◆ Task statement
Would you copy out each line of the records below that includes the word "places"?

/---

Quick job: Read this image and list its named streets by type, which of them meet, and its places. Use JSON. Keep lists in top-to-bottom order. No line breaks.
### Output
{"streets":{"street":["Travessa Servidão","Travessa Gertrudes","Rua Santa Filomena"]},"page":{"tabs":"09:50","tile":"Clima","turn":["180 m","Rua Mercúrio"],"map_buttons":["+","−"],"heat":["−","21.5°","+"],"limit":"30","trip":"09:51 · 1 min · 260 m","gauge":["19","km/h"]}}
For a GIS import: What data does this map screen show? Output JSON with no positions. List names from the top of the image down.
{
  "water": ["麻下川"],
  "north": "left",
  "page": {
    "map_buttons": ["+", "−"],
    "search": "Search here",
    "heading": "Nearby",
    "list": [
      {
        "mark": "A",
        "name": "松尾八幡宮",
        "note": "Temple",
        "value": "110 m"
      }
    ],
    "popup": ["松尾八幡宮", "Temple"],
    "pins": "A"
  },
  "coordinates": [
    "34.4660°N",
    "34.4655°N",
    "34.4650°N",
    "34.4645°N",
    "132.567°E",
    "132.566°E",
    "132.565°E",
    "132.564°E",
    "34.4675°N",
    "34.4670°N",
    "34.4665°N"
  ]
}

\---
/---

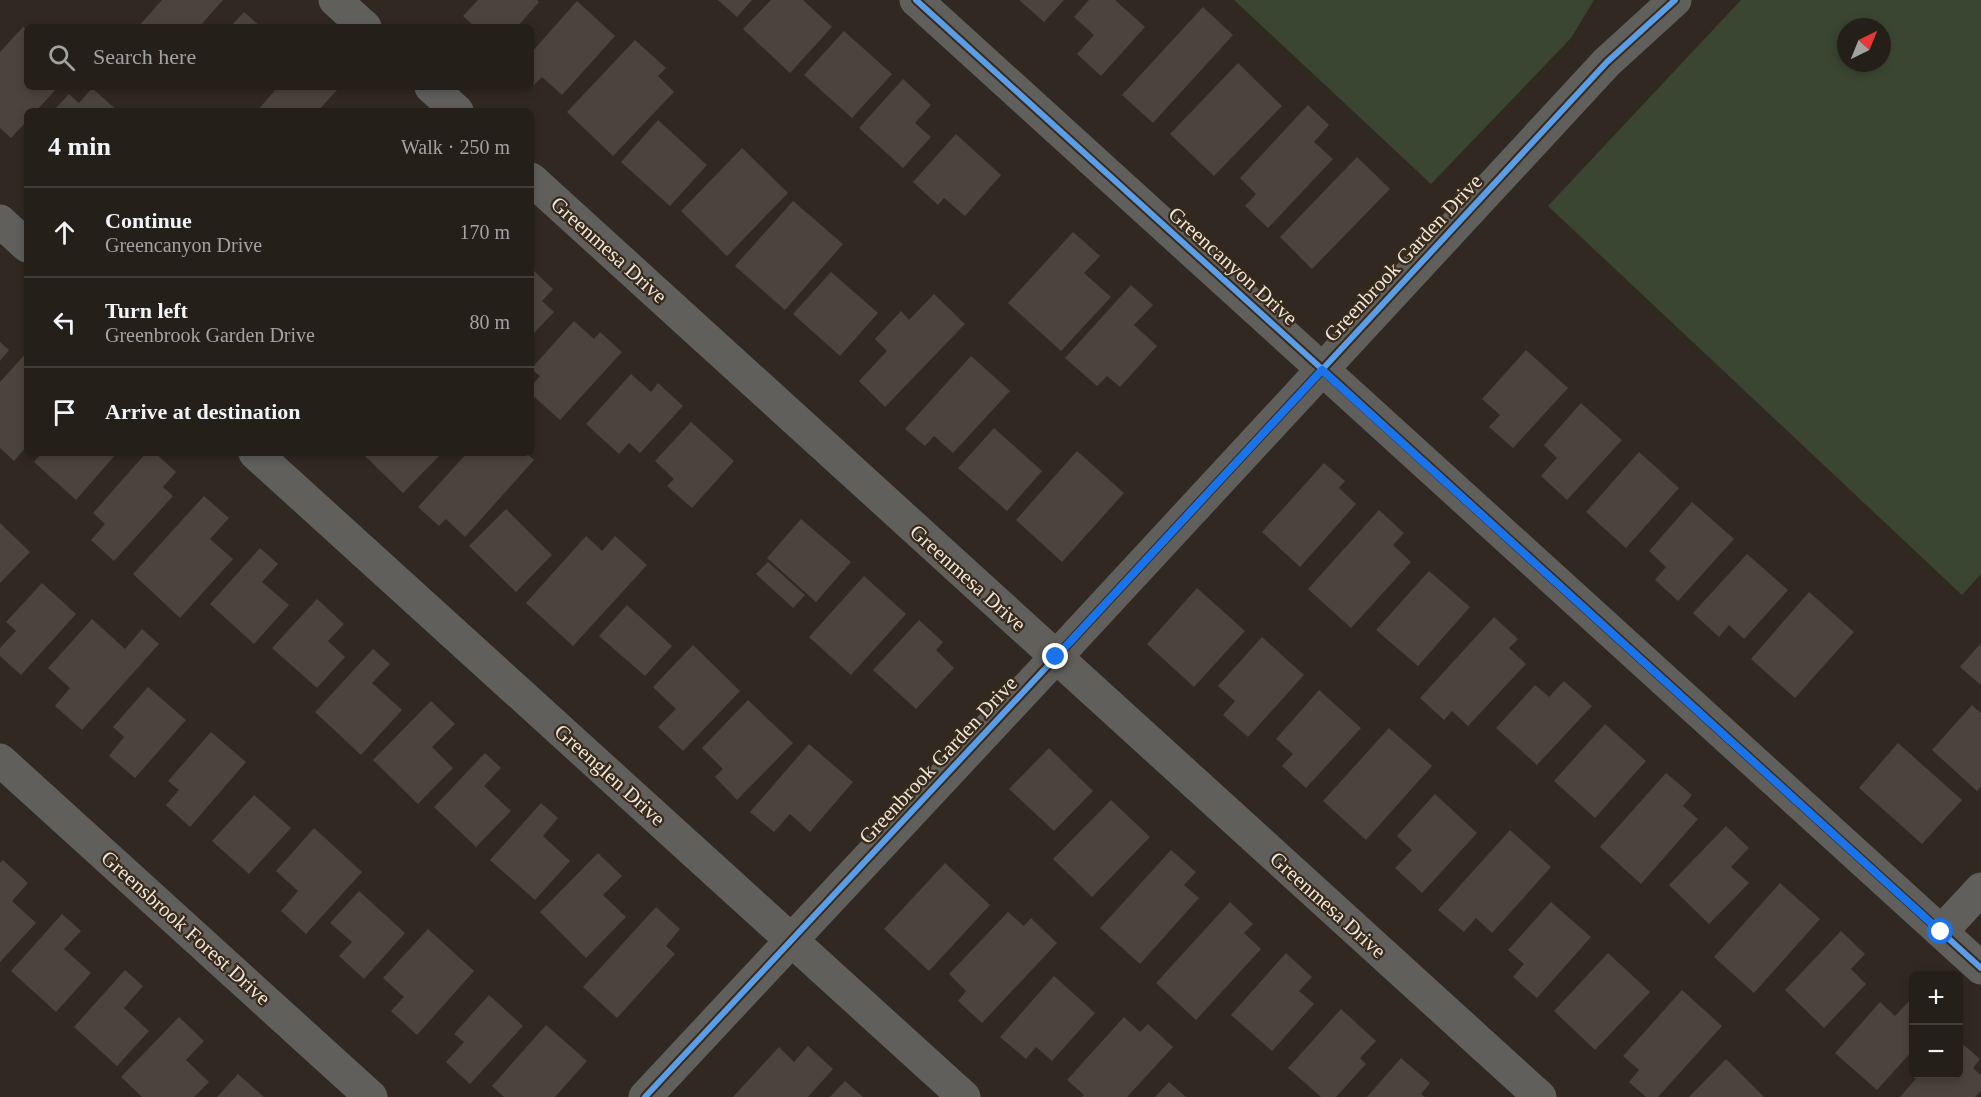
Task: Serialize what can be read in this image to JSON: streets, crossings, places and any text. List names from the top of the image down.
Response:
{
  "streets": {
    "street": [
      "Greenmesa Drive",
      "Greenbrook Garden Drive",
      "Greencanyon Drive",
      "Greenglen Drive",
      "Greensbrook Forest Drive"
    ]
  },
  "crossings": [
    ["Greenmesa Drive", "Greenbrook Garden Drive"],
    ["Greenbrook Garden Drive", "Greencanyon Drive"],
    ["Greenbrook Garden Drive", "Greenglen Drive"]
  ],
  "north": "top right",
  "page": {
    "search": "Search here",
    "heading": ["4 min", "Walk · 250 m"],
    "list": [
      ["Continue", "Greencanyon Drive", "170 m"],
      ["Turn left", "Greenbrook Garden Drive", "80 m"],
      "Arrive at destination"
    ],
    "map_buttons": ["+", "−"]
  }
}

\---

◆ Exercise response
Quick job: Read this image and list its named streets by type, which of them meet, and its places. Use JSON. Keep lists in top-to-bottom order. No line breaks.
Task: Serialize what can be read in this image to JSON: streets, crossings, places and any text. List names from the top of the image down.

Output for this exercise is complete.